In vitro activity: LY2119620 displays modest allosteric agonism and positively modulates the functional G protein–signaling ability of an agonist at the M2/M4 receptor subtypes by placing the M2 and M4 receptors into an active G protein–bound state. LY2119620 enhances the potency of three muscarinic acetylcholine receptor agonists, ACh, Oxo-M and iperoxo. [3H]LY2119620 can be used as a probe for the human M(2) and M(4) muscarinic receptor allosteric binding sites.

Kinase Assay: [3H]LY2119620 equilibrium binding is achieved by incubating 15 μg membranes, orthosteric ligand (100 μM), and various concentrations of [3H]LY2119620 (0.2 to 60 nM) for 1 hour at 25°C. The specific binding versus time data are fit to a one-site specific binding model, and the Bmax and Kd for the allosteric molecule are calculated for each orthosteric ligand.

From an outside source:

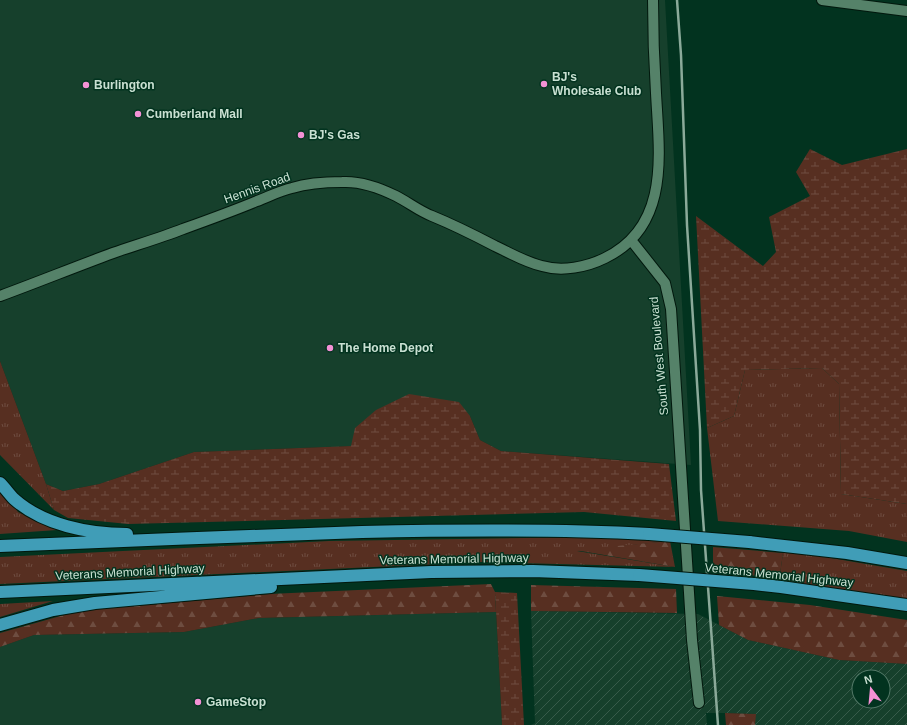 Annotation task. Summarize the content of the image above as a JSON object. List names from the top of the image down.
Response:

Cell Assay: In [35S]GTPγS-binding experiments, LY2119620 exhibited a modest allosteric agonism of 23.2% and 16.8% at the M2 and M4 receptors, respectively. LY2119620 and ACh binding caused cooperativity factor α of 79.4 and 19.5 for the M4 receptor and the M2 receptor, respectively. The cooperativity between LY2119620 and orthosteric agonists (Iperoxo or Oxo-M) was also observed. M2 receptor simultaneously bound to LY2119620 and iperoxo. LY2119620 exhibited mild negative cooperativity with the inverse agonist NMS and strong positive cooperativity with iperoxo. LY2119620 significantly increased Bmax values without changes in Kd when cooperativity binding of [3H]LY2119620 with mAChR, suggesting a G protein-dependent process.